I think this is why we must differentiate and come to determine exactly
what the reality is and what we mean by them in the conventional
sense. I don’t think we can rely on the latter, since it is based on the
self',situations’ and `activity’, none of which have any ultimate
status and all of which are infused with our personal and distorted
> That is how I would define practice. In a
> sense, I think you are confusing two different meanings of the same
> word, one a technical term in the Buddhist path, distinguishing
> between intellectual study and the accomplishment or presence of full
> mindfulness, which you are calling the “practice;” and the ordinary
> sense in which “practice” merely means a directed activity. Surely,
> in that sense, both intellectual study of sutta and meditation are
Whatever it means by `practice’ in the conventional sense, and how we
ever create situations out of our experience through the six doorways,
through ignorance or through panna, in the end if we are to come to
appreciate the Buddha’s teachings, we must be able to determine what
behind all this, the `ultimate realities’ are. I believe otherwise, we will
not make any progress.
> At the same time, you do have a valid point in that you are saying
> that meditation purports to grant direct insight, which pariyatti does
> not. You could say that pariyatti is a preliminary practice, while
> paripatti is the actual practice.
I think both pariyatti and patipatti must always go hand in hand. There
must be I believe, moments of direct experience, though they may be
too little to be noticed, otherwise I think, there cannot be the confidence
in and to continue with pariyatti. [*Ken H. is this what you are referring
to on another thread? I have always wondered about this, but never
asked anyone.] So I don’t think that pariyatti is preliminary and patipatti
is the subsequent step, as in one following the other. I think we do have
a tendency to draw lines and in the process take what is not real to be
real, namely the conventional activities. Dhammas arise and fall by
conditions, and none of us have directly seen enough of this to go
beyond doubt that this is quite different from what we usually think.

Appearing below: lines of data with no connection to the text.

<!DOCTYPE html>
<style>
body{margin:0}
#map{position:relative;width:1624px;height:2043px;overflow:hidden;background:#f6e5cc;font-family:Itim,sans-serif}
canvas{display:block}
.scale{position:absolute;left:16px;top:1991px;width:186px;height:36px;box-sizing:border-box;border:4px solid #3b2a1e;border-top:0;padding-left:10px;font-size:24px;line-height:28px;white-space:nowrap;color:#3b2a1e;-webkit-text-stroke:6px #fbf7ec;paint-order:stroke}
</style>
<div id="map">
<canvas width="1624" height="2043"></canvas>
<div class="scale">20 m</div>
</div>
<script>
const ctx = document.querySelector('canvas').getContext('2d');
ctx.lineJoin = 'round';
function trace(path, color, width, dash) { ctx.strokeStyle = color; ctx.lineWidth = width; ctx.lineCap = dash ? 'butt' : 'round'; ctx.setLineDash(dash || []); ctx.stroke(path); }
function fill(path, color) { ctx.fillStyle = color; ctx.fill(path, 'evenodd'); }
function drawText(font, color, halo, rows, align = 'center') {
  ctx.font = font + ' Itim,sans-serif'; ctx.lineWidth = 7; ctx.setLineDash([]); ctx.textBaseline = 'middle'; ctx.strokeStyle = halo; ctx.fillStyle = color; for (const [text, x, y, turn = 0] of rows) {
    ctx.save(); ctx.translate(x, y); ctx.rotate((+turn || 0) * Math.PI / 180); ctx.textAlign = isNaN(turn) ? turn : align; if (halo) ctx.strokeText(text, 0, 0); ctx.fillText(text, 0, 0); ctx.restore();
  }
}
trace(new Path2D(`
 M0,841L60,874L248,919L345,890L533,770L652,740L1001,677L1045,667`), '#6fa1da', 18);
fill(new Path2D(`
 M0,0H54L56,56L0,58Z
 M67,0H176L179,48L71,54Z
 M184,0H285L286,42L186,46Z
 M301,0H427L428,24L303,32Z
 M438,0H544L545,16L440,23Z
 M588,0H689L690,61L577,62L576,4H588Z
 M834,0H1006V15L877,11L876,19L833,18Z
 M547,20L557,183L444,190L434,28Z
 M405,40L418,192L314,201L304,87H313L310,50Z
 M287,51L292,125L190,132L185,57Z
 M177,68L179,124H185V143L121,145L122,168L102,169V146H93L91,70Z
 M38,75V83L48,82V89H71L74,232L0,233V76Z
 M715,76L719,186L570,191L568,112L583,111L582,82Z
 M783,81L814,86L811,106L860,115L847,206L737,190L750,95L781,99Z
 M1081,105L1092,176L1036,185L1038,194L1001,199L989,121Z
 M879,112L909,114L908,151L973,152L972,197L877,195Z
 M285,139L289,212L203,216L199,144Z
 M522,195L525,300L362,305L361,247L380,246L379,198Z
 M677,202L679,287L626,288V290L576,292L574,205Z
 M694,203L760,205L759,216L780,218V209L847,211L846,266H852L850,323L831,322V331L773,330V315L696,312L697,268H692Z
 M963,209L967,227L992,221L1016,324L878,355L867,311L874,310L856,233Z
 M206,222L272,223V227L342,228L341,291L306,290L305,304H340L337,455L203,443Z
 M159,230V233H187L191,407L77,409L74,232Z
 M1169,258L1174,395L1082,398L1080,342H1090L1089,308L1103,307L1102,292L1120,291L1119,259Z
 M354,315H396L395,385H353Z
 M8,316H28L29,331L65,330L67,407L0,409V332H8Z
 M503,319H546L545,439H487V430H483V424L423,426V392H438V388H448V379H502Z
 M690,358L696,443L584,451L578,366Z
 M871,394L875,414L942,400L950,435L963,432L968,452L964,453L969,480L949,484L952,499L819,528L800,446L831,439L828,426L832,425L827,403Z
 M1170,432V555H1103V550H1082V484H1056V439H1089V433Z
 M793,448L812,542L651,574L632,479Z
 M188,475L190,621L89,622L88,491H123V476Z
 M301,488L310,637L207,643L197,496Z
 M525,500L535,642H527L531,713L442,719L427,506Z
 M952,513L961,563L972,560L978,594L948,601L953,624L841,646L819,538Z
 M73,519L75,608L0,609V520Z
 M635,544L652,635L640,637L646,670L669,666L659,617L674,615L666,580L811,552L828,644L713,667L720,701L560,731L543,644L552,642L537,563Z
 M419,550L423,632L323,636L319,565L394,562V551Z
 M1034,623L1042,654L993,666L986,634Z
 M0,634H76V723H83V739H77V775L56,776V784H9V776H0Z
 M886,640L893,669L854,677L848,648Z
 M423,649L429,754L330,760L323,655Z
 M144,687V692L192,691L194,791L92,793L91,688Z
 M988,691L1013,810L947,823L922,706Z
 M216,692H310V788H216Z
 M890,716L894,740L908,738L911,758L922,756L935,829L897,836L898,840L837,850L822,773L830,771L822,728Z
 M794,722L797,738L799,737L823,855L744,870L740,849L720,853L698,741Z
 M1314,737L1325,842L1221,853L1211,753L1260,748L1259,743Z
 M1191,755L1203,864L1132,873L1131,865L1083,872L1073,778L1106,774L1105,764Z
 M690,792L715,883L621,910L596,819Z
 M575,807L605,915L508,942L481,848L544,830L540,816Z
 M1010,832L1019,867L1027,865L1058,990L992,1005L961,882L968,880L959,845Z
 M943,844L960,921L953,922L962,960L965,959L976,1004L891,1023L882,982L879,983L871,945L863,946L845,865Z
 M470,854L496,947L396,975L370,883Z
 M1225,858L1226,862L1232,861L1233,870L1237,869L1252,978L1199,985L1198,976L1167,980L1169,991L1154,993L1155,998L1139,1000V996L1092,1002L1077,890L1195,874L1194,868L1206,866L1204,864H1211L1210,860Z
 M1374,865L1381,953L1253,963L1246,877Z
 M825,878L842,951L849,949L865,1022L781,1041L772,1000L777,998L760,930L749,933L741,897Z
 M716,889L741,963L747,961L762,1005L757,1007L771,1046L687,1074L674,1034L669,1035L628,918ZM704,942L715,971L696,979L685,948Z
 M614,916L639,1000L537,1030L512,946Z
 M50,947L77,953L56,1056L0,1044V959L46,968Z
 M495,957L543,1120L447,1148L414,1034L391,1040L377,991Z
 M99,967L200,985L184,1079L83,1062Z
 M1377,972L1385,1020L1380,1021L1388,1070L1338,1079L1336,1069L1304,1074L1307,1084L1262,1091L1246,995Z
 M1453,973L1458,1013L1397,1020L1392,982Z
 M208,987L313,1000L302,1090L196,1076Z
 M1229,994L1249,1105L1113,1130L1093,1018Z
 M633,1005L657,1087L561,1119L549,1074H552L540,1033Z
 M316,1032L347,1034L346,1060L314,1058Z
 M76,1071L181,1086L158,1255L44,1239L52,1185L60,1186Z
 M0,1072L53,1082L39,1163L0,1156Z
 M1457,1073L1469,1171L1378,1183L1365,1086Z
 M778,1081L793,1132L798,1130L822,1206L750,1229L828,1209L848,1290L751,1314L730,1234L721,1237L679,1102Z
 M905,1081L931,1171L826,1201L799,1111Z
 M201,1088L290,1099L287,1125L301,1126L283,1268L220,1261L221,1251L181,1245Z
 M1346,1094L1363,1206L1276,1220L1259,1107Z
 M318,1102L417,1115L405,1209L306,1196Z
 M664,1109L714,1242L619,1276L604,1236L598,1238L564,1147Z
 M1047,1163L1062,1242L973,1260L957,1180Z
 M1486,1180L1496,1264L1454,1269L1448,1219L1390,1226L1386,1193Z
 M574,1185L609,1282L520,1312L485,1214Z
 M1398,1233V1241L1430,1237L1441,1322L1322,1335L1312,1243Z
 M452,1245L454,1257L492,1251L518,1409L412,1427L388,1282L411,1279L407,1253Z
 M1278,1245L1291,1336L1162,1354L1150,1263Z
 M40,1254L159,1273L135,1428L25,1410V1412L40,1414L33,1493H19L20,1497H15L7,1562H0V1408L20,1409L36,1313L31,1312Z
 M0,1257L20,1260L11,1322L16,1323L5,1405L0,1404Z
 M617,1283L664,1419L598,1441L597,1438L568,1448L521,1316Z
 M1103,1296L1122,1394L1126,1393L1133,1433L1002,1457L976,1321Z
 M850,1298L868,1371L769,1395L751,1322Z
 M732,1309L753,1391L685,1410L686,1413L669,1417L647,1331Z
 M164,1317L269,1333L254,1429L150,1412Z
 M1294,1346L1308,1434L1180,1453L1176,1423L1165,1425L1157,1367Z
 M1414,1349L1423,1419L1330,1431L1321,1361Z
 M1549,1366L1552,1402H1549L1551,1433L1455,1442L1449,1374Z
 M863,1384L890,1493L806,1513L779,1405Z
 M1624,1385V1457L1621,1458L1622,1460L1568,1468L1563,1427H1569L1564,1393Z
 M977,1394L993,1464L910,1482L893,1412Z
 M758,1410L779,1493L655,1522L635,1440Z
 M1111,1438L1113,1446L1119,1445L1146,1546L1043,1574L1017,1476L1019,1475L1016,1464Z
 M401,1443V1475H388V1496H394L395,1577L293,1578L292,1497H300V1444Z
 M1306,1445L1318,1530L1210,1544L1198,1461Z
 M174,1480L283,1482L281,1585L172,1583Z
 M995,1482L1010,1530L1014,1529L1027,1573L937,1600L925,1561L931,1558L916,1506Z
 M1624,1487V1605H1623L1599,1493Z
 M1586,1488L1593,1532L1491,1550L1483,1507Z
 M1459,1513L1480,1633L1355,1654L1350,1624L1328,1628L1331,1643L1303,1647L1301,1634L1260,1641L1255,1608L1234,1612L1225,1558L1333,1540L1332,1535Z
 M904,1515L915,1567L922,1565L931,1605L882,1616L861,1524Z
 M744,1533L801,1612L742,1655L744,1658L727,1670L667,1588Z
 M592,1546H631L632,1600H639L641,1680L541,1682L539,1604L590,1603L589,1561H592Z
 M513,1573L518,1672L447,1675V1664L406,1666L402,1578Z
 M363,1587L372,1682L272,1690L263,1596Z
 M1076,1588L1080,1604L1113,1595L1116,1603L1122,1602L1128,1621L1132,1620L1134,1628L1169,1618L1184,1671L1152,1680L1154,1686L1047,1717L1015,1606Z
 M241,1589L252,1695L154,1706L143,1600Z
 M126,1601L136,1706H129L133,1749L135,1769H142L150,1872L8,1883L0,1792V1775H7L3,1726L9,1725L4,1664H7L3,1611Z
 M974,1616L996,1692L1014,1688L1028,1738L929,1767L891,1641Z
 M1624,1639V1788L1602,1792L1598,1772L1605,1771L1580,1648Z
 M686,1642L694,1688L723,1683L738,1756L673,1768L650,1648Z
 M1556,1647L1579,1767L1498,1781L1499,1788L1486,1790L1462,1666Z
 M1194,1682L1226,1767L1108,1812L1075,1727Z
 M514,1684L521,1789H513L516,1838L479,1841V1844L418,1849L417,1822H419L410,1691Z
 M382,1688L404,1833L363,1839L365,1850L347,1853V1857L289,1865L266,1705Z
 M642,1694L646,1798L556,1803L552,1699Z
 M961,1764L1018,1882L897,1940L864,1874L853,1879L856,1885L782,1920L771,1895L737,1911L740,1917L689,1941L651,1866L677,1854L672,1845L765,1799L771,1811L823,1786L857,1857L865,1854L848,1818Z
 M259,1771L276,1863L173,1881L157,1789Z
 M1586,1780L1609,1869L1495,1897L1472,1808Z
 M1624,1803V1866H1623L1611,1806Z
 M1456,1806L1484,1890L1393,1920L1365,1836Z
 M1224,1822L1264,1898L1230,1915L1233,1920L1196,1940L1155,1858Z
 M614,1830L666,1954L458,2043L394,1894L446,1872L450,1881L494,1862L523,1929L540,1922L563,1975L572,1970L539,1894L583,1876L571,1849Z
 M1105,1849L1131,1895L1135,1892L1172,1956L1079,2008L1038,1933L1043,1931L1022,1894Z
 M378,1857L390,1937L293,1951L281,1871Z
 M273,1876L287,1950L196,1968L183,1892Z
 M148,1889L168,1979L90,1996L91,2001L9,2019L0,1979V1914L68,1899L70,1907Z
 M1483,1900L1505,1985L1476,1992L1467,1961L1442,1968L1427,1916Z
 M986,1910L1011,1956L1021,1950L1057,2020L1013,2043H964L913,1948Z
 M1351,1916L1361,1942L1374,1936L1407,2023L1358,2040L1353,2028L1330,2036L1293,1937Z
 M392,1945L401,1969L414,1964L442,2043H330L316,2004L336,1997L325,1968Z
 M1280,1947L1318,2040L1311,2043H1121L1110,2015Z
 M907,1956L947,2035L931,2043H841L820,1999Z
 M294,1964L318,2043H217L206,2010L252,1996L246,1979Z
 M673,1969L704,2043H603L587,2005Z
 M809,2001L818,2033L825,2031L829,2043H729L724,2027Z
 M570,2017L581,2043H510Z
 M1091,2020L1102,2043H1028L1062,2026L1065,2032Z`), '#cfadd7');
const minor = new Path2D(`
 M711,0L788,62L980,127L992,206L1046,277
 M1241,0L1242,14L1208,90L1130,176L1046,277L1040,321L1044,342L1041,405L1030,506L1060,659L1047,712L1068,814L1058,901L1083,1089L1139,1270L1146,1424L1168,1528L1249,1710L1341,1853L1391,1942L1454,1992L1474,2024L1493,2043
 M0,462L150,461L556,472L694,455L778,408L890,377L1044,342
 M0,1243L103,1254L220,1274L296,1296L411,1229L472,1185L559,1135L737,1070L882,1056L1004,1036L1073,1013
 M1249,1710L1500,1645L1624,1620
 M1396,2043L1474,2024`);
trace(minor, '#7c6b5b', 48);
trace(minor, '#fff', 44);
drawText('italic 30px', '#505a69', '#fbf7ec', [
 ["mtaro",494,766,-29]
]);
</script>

Attachment to our conventional view can only make it harder to
appreciate this fact, I think.
This is why I wanted us to be clear from the very beginning what
pariyatti is, and how it relates to patipatti. I wanted to show you in the
last post, that `study’ is not the matter of accumulation of words, but
the `understanding’ which is something that arises because of conditions
and cannot be willed. Of course it does involve `words’ on one level,
whether this is apprehended through the eye door, the ear door or the
mind. And each time there is any understanding, it is `verbalized’
mentally. But note that this does not happen automatically when one
reads or hears the teachings, it must depend on other conditions as
well, the primary of which is the accumulated panna, from hearing and
reflecting in the past.
> In that sense, what is the
> preliminary practice prior to meditation, if meditation is the
> practice? What is the preparation, which would be the meditator’s
> equivalent of pariyatti? I suppose it would also be the basic
> comprehension of sutta or appropriate scripture. And then putting it
> into practice through mindfulness meditation. In that sense the paths
> seem somewhat similar.
Again, I don’t think that they should be compared. And just as it
requires panna to `understand’ the meaning of the words, it is panna
which is involved in
patipatti'. Noself’ can intend to have satipatthana,
if conditions are right, it will happen. Just as one cannot
will `understanding’ while reading, listening or thinking over the words,
similarly one cannot will satipatthana by `intending to apply’. Sati, just
like panna, depends on conditions from past accumulations; `intention’ is
not one of the factors to condition it. Rather, the primary conditions
would be, having heard about the Teachings in the past, particularly
about the objects of sati, which is the paramattha dhammas.
And because so much wrong view and other akusala have been
accumulated from the past, that we need to be reminded again and
again through pariyatti about realities and their conditioned nature. If
we forget that sati and panna arises due to conditions other than
intention, then wrong view will make us believe that we can `do’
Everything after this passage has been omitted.